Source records
————

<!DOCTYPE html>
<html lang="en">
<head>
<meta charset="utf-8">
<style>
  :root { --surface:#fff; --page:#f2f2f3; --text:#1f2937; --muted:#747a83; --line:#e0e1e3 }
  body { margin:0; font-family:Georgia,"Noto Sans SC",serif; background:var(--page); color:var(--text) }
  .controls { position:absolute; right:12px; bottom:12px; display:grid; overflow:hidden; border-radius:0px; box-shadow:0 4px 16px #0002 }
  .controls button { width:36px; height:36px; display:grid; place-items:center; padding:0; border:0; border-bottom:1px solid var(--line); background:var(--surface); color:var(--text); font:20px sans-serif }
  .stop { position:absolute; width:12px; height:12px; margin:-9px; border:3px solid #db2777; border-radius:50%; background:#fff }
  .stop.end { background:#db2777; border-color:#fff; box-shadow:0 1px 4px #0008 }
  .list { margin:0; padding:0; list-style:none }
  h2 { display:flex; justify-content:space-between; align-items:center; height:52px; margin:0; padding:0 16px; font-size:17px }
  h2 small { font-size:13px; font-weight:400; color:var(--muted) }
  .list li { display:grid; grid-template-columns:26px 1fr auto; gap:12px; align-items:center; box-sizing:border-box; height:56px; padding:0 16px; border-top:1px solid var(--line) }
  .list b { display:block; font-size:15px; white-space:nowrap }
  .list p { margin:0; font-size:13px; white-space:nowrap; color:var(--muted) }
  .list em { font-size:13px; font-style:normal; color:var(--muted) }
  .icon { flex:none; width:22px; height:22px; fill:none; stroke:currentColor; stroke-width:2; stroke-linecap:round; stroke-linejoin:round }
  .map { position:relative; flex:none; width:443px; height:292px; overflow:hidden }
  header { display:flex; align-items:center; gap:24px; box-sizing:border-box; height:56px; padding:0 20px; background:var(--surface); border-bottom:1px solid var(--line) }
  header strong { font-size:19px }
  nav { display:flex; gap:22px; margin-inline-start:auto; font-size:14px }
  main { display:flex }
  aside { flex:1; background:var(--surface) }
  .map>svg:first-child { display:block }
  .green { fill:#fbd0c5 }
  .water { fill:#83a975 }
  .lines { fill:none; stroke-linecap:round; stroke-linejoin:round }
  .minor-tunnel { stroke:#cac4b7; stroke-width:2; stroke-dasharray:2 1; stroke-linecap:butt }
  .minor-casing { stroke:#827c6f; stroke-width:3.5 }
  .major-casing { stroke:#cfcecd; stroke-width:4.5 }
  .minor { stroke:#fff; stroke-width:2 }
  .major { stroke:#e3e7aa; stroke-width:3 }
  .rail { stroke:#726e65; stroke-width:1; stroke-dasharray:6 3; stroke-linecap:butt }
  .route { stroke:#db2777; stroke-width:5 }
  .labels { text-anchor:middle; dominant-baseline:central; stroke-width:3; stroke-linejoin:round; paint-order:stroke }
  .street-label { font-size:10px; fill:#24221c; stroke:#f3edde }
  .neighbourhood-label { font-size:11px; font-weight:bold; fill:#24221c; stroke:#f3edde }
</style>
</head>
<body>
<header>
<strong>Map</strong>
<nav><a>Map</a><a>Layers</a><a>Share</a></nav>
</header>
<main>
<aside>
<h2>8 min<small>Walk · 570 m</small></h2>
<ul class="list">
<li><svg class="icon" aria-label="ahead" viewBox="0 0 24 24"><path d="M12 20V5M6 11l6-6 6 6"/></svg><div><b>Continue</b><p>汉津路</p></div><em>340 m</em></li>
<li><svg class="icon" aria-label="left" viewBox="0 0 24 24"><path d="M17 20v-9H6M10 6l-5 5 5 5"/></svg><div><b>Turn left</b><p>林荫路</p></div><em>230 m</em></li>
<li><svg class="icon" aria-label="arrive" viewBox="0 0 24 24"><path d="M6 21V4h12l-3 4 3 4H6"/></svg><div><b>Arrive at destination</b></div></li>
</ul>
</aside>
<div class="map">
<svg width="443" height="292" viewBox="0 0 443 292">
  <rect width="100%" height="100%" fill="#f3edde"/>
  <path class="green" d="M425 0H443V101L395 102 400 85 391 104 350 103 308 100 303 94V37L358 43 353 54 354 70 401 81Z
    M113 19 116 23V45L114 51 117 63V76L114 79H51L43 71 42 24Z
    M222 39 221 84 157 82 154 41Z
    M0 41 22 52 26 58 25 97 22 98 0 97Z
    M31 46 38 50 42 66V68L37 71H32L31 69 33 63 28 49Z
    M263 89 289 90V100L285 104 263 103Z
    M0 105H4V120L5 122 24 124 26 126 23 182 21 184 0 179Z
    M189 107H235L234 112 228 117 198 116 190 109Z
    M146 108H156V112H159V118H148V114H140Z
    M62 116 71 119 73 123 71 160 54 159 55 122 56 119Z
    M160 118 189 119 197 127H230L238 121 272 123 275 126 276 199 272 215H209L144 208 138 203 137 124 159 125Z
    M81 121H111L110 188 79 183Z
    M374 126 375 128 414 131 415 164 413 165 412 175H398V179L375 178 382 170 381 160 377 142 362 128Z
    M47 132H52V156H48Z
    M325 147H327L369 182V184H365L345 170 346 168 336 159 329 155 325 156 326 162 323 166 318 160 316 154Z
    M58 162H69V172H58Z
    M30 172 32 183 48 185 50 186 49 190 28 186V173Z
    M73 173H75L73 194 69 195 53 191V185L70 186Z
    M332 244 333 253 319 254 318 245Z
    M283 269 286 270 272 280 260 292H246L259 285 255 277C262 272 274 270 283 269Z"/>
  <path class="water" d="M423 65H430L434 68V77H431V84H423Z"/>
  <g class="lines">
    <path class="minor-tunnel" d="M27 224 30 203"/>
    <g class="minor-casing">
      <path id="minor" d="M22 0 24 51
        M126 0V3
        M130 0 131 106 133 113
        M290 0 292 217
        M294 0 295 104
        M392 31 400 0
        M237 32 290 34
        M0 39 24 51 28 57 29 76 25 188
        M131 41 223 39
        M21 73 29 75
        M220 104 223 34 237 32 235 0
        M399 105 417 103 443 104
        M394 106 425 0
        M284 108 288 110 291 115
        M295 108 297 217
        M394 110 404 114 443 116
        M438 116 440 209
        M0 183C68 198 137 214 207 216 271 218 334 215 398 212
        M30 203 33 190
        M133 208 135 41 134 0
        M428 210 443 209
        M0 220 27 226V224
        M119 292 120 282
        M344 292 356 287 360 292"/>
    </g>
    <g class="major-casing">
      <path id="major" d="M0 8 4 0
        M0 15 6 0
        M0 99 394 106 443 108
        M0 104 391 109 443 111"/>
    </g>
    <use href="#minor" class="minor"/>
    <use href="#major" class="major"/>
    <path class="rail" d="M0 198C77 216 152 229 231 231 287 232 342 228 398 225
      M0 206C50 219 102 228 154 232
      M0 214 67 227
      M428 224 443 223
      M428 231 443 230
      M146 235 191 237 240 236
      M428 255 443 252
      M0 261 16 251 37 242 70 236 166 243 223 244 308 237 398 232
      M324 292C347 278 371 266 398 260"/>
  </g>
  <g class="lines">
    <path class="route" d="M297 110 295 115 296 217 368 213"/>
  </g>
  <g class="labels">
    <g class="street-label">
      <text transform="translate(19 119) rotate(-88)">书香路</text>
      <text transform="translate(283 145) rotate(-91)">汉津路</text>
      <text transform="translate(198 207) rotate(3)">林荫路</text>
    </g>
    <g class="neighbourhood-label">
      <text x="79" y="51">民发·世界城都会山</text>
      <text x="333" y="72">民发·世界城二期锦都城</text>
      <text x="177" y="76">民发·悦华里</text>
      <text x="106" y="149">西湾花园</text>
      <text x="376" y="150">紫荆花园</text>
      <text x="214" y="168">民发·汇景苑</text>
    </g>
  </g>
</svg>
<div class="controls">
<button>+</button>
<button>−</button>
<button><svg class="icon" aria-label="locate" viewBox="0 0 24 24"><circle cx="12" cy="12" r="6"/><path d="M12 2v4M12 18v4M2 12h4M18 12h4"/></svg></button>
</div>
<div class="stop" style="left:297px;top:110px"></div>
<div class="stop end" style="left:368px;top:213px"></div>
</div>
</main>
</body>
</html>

————

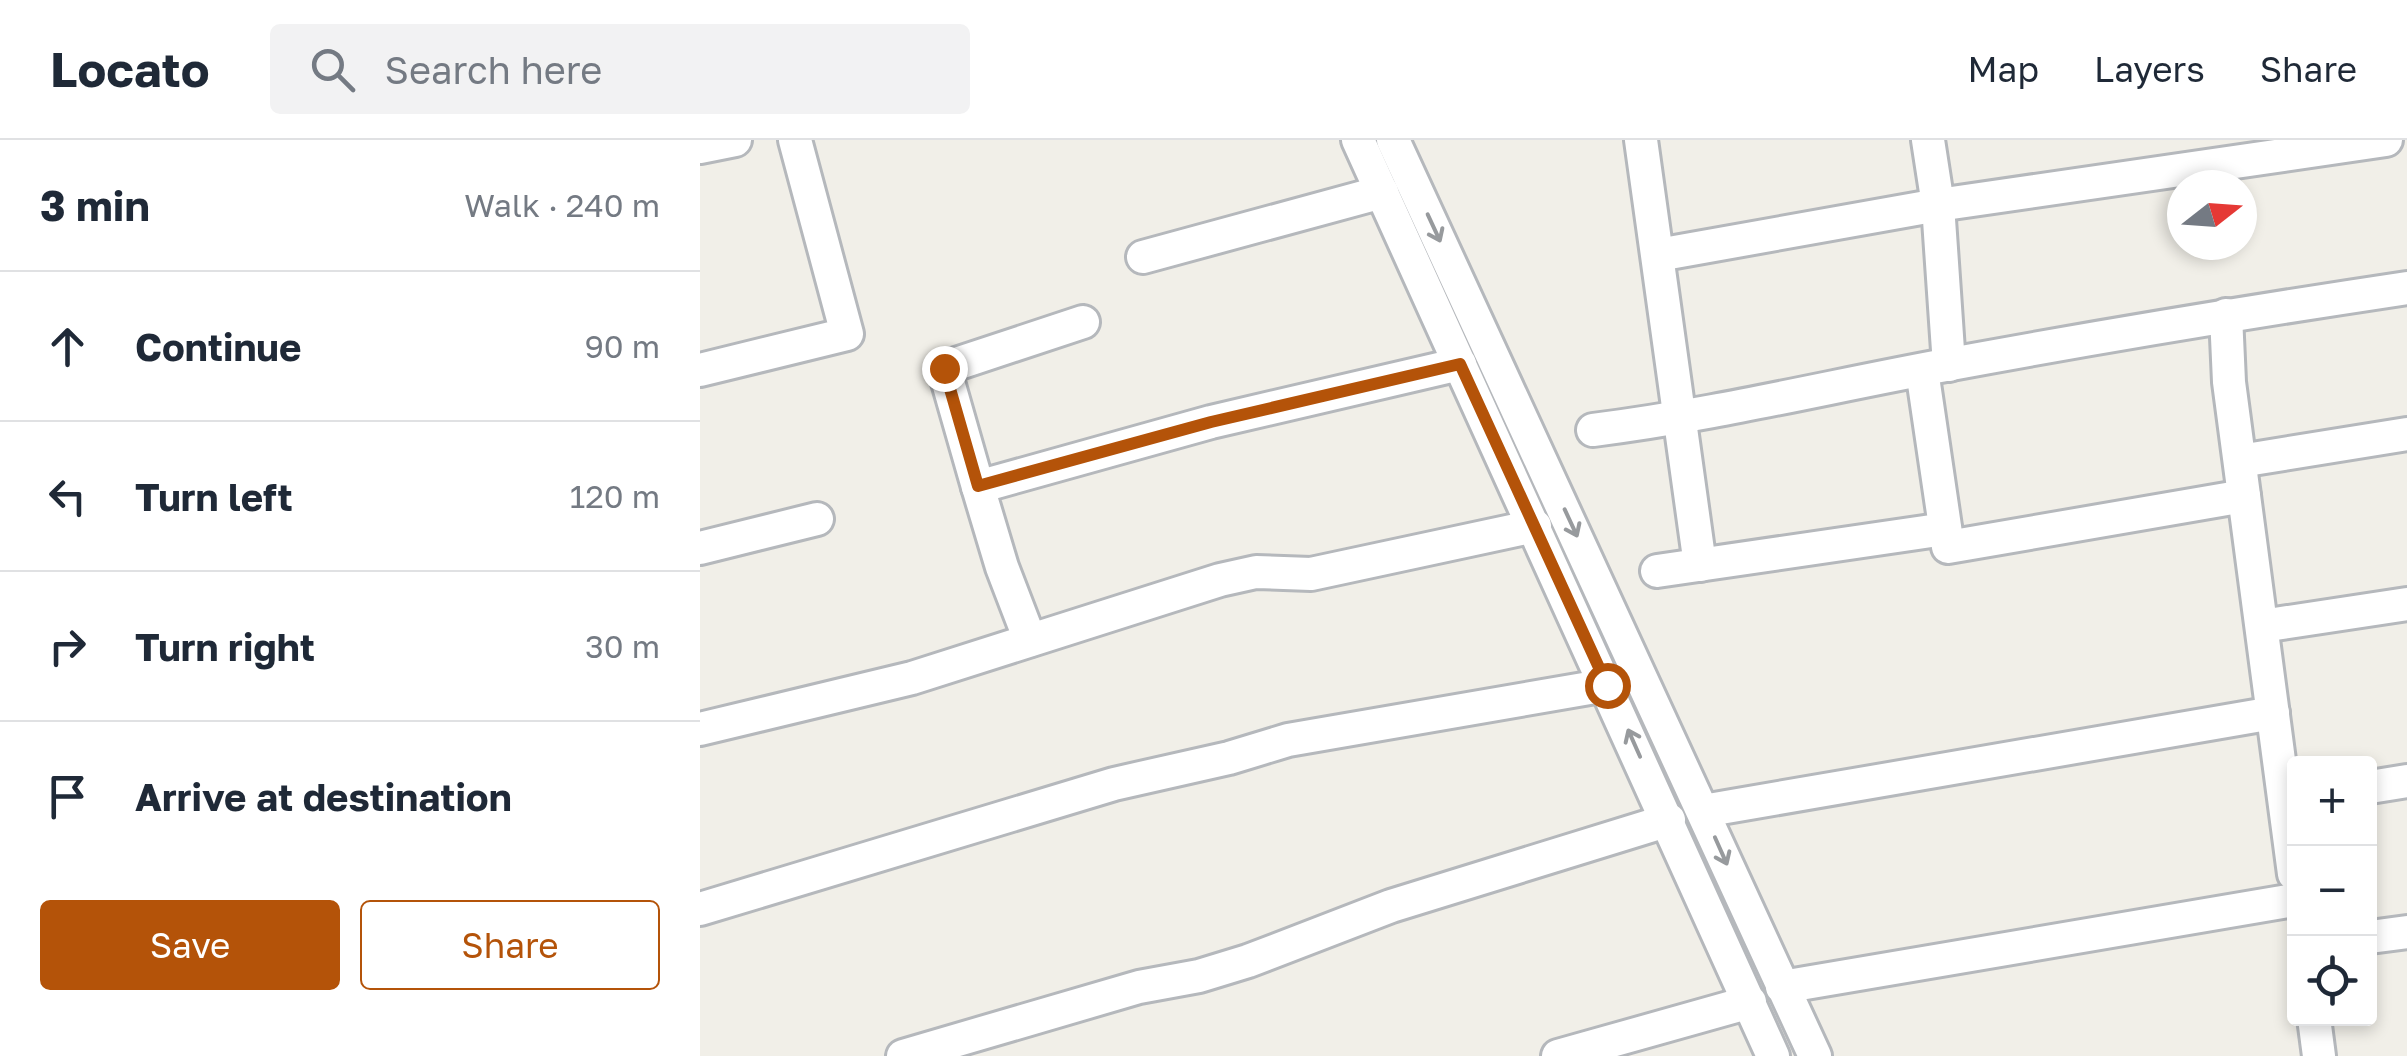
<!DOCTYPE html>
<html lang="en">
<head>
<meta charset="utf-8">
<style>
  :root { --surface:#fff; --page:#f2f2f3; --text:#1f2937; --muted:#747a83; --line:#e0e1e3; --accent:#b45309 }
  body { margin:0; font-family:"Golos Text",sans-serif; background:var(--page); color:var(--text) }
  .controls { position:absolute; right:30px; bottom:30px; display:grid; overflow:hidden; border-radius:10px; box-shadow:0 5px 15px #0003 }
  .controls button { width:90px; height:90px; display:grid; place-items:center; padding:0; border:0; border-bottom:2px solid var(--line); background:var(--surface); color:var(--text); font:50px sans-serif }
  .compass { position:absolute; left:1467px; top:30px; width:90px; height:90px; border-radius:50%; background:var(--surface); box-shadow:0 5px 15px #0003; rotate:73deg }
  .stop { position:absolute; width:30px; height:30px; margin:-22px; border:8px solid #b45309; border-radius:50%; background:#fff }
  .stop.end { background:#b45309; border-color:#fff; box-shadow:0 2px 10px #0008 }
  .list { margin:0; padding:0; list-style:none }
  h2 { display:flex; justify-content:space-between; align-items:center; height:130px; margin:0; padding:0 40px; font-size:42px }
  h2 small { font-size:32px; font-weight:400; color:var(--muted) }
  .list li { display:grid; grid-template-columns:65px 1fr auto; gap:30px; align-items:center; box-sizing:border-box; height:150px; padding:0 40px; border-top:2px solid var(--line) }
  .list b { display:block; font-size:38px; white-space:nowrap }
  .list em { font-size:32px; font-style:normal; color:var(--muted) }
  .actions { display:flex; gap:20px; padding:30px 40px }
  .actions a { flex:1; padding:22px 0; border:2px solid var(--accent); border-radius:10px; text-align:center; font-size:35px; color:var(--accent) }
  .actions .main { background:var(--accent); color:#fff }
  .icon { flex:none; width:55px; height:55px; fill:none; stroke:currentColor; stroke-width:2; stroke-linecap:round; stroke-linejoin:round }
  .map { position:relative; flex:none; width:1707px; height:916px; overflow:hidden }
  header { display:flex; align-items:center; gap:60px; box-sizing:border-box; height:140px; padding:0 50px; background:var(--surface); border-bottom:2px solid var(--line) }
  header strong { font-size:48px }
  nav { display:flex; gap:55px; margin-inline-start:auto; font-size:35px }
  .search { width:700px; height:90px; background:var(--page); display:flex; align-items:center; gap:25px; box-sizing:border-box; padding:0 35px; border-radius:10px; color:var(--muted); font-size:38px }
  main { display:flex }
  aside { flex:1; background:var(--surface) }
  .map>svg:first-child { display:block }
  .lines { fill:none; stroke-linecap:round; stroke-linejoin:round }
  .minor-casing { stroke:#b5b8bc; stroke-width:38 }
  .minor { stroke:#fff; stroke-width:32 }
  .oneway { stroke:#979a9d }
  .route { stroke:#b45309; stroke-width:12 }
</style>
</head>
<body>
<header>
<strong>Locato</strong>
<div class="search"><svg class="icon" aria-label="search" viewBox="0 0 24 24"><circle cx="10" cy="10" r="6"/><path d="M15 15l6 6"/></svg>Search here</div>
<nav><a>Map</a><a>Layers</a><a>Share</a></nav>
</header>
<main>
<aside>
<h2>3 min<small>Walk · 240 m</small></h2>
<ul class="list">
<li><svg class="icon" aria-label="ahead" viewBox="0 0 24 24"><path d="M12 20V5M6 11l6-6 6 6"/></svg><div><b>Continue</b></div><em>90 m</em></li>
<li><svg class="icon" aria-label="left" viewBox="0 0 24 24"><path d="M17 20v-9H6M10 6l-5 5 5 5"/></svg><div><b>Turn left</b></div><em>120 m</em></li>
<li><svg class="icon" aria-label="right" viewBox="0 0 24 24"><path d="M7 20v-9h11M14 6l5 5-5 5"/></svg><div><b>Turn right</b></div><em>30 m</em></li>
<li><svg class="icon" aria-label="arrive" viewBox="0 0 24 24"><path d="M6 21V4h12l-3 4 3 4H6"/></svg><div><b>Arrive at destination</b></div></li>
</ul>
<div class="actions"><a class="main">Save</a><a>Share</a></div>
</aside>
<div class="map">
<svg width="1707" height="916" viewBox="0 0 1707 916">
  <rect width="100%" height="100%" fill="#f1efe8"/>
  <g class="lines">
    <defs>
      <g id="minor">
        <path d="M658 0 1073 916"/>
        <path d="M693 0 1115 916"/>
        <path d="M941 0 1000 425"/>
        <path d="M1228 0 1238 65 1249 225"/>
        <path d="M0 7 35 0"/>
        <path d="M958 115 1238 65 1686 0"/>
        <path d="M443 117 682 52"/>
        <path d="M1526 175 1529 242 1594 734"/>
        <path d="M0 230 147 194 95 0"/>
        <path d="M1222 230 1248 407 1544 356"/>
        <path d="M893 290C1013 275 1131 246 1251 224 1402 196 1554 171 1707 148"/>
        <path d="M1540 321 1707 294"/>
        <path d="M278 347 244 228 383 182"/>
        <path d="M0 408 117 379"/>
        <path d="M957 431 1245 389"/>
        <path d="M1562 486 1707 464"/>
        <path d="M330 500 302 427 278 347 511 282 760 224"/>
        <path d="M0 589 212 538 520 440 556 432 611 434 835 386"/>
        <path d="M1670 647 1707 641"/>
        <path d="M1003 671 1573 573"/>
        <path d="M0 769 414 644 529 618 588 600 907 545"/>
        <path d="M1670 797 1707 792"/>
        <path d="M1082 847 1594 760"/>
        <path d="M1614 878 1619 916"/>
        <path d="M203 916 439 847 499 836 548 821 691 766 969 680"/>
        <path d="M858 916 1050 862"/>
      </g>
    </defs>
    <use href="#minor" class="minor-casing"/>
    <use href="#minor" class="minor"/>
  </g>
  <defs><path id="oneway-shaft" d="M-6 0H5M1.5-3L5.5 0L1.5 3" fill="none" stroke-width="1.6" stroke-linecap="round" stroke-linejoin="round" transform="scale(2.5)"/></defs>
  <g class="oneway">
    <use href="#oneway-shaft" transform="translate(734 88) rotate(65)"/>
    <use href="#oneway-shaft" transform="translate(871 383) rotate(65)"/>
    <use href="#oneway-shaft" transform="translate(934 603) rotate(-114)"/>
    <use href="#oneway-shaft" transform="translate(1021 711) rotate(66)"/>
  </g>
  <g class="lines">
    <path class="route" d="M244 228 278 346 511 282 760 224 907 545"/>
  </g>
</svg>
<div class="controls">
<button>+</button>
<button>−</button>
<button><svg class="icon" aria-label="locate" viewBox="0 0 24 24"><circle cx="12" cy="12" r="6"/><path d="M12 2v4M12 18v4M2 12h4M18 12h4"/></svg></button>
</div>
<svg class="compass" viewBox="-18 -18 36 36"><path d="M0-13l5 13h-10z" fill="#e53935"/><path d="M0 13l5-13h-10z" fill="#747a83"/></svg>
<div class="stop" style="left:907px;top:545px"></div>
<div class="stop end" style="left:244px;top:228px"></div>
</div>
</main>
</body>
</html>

————

WORK REQUEST: Based on the entries above, please count how many lines contain the string "compass", and reply with the figure only.

FINISHED EXERCISE: 2